**DESCRIPTION OF THE TASK**. This task calls for printing every entry exactly.
GIVEN DATA Start Marker
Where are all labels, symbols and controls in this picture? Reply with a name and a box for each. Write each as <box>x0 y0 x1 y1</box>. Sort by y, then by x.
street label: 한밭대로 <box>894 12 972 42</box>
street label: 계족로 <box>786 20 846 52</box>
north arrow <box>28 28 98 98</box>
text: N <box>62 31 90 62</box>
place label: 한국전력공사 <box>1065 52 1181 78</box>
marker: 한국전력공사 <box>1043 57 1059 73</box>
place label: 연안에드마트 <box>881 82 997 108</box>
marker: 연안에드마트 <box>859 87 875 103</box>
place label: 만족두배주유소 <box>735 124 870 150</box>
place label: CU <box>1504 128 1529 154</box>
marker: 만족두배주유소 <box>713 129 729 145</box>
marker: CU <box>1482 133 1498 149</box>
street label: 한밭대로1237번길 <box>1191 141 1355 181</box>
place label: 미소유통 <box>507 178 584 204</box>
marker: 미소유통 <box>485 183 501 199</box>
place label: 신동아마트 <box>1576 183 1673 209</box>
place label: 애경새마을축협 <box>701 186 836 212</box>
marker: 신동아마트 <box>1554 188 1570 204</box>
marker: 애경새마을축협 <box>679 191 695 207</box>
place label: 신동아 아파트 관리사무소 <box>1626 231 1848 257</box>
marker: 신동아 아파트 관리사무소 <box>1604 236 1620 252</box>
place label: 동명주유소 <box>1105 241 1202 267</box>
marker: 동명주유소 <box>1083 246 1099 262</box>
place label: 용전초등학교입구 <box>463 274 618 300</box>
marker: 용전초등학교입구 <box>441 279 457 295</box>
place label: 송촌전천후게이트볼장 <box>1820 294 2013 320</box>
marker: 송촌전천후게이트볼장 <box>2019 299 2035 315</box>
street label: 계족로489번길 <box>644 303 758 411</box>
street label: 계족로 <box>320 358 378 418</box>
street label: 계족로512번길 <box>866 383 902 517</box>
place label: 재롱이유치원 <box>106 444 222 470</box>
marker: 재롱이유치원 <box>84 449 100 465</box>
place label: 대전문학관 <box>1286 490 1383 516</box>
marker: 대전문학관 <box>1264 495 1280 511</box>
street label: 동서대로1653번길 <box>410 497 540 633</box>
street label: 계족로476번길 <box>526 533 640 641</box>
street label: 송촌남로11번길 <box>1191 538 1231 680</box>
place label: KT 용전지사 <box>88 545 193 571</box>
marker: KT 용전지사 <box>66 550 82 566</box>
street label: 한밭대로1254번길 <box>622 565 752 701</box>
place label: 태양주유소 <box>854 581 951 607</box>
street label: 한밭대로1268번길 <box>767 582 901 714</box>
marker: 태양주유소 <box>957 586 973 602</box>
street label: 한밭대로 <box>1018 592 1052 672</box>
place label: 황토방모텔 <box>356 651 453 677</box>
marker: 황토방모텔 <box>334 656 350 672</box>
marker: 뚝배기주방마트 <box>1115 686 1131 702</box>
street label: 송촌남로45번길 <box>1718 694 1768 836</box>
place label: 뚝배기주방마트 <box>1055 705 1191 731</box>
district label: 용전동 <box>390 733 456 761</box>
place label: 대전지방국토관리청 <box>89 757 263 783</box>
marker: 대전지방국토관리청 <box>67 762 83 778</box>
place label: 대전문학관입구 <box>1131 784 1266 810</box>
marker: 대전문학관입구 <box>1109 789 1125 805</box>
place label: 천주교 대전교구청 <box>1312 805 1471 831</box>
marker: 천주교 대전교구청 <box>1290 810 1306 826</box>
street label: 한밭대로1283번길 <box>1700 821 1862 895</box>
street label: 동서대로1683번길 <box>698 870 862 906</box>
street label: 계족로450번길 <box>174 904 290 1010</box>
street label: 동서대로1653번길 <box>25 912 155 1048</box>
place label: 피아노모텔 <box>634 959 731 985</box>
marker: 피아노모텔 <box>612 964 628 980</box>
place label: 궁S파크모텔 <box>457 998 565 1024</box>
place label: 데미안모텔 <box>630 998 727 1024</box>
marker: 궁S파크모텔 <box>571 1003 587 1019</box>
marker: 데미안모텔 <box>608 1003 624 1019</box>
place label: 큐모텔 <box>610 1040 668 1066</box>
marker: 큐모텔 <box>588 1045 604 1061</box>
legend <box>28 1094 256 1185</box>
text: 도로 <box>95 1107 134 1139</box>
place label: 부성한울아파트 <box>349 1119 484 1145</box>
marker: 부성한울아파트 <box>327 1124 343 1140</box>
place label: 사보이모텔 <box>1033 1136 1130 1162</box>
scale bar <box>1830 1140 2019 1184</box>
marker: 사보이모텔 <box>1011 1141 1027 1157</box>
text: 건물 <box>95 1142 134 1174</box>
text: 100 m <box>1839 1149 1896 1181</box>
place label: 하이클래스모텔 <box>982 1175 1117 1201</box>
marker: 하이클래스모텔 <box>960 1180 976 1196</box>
GIVEN DATA End Marker
**RESULT**.
Where are all labels, symbols and controls in this picture? Reply with a name and a box for each. Write each as <box>x0 y0 x1 y1</box>. Sort by y, then by x.
street label: 한밭대로 <box>894 12 972 42</box>
street label: 계족로 <box>786 20 846 52</box>
north arrow <box>28 28 98 98</box>
text: N <box>62 31 90 62</box>
place label: 한국전력공사 <box>1065 52 1181 78</box>
marker: 한국전력공사 <box>1043 57 1059 73</box>
place label: 연안에드마트 <box>881 82 997 108</box>
marker: 연안에드마트 <box>859 87 875 103</box>
place label: 만족두배주유소 <box>735 124 870 150</box>
place label: CU <box>1504 128 1529 154</box>
marker: 만족두배주유소 <box>713 129 729 145</box>
marker: CU <box>1482 133 1498 149</box>
street label: 한밭대로1237번길 <box>1191 141 1355 181</box>
place label: 미소유통 <box>507 178 584 204</box>
marker: 미소유통 <box>485 183 501 199</box>
place label: 신동아마트 <box>1576 183 1673 209</box>
place label: 애경새마을축협 <box>701 186 836 212</box>
marker: 신동아마트 <box>1554 188 1570 204</box>
marker: 애경새마을축협 <box>679 191 695 207</box>
place label: 신동아 아파트 관리사무소 <box>1626 231 1848 257</box>
marker: 신동아 아파트 관리사무소 <box>1604 236 1620 252</box>
place label: 동명주유소 <box>1105 241 1202 267</box>
marker: 동명주유소 <box>1083 246 1099 262</box>
place label: 용전초등학교입구 <box>463 274 618 300</box>
marker: 용전초등학교입구 <box>441 279 457 295</box>
place label: 송촌전천후게이트볼장 <box>1820 294 2013 320</box>
marker: 송촌전천후게이트볼장 <box>2019 299 2035 315</box>
street label: 계족로489번길 <box>644 303 758 411</box>
street label: 계족로 <box>320 358 378 418</box>
street label: 계족로512번길 <box>866 383 902 517</box>
place label: 재롱이유치원 <box>106 444 222 470</box>
marker: 재롱이유치원 <box>84 449 100 465</box>
place label: 대전문학관 <box>1286 490 1383 516</box>
marker: 대전문학관 <box>1264 495 1280 511</box>
street label: 동서대로1653번길 <box>410 497 540 633</box>
street label: 계족로476번길 <box>526 533 640 641</box>
street label: 송촌남로11번길 <box>1191 538 1231 680</box>
place label: KT 용전지사 <box>88 545 193 571</box>
marker: KT 용전지사 <box>66 550 82 566</box>
street label: 한밭대로1254번길 <box>622 565 752 701</box>
place label: 태양주유소 <box>854 581 951 607</box>
street label: 한밭대로1268번길 <box>767 582 901 714</box>
marker: 태양주유소 <box>957 586 973 602</box>
street label: 한밭대로 <box>1018 592 1052 672</box>
place label: 황토방모텔 <box>356 651 453 677</box>
marker: 황토방모텔 <box>334 656 350 672</box>
marker: 뚝배기주방마트 <box>1115 686 1131 702</box>
street label: 송촌남로45번길 <box>1718 694 1768 836</box>
place label: 뚝배기주방마트 <box>1055 705 1191 731</box>
district label: 용전동 <box>390 733 456 761</box>
place label: 대전지방국토관리청 <box>89 757 263 783</box>
marker: 대전지방국토관리청 <box>67 762 83 778</box>
place label: 대전문학관입구 <box>1131 784 1266 810</box>
marker: 대전문학관입구 <box>1109 789 1125 805</box>
place label: 천주교 대전교구청 <box>1312 805 1471 831</box>
marker: 천주교 대전교구청 <box>1290 810 1306 826</box>
street label: 한밭대로1283번길 <box>1700 821 1862 895</box>
street label: 동서대로1683번길 <box>698 870 862 906</box>
street label: 계족로450번길 <box>174 904 290 1010</box>
street label: 동서대로1653번길 <box>25 912 155 1048</box>
place label: 피아노모텔 <box>634 959 731 985</box>
marker: 피아노모텔 <box>612 964 628 980</box>
place label: 궁S파크모텔 <box>457 998 565 1024</box>
place label: 데미안모텔 <box>630 998 727 1024</box>
marker: 궁S파크모텔 <box>571 1003 587 1019</box>
marker: 데미안모텔 <box>608 1003 624 1019</box>
place label: 큐모텔 <box>610 1040 668 1066</box>
marker: 큐모텔 <box>588 1045 604 1061</box>
legend <box>28 1094 256 1185</box>
text: 도로 <box>95 1107 134 1139</box>
place label: 부성한울아파트 <box>349 1119 484 1145</box>
marker: 부성한울아파트 <box>327 1124 343 1140</box>
place label: 사보이모텔 <box>1033 1136 1130 1162</box>
scale bar <box>1830 1140 2019 1184</box>
marker: 사보이모텔 <box>1011 1141 1027 1157</box>
text: 건물 <box>95 1142 134 1174</box>
text: 100 m <box>1839 1149 1896 1181</box>
place label: 하이클래스모텔 <box>982 1175 1117 1201</box>
marker: 하이클래스모텔 <box>960 1180 976 1196</box>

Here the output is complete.